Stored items
++++
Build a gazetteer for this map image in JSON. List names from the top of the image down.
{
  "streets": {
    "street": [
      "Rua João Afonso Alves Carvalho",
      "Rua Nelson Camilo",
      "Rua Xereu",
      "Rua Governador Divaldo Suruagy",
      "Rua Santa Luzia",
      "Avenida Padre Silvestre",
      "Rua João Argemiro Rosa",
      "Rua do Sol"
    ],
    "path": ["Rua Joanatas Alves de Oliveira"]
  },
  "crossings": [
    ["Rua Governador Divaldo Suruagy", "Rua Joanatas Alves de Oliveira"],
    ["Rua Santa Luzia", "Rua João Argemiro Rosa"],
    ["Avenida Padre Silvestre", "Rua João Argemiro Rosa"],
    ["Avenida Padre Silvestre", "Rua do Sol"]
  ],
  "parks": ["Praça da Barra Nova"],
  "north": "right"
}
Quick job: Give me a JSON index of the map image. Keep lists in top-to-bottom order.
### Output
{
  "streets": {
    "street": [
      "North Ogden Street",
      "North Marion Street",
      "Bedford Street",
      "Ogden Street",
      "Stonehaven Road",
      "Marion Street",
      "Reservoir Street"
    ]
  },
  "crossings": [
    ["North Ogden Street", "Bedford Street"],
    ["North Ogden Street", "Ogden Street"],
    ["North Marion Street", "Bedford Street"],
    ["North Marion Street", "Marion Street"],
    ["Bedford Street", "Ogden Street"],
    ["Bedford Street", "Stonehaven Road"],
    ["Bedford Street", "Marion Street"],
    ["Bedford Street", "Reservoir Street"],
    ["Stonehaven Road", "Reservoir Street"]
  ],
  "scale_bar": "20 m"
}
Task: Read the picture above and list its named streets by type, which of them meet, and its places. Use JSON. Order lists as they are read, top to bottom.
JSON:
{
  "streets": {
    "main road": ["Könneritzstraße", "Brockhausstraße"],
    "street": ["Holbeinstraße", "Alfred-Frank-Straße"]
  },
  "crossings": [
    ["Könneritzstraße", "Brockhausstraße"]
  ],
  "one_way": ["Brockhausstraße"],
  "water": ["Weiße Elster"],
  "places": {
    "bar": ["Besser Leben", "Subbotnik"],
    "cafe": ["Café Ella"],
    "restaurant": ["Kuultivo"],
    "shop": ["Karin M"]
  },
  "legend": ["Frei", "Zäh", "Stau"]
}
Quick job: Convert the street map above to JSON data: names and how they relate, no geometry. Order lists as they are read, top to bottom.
++++
▸ THE TASK
Copy out each line of the entries where the word "read" is found.

▸ ANSWER AREA
Task: Read the picture above and list its named streets by type, which of them meet, and its places. Use JSON. Order lists as they are read, top to bottom.
Quick job: Convert the street map above to JSON data: names and how they relate, no geometry. Order lists as they are read, top to bottom.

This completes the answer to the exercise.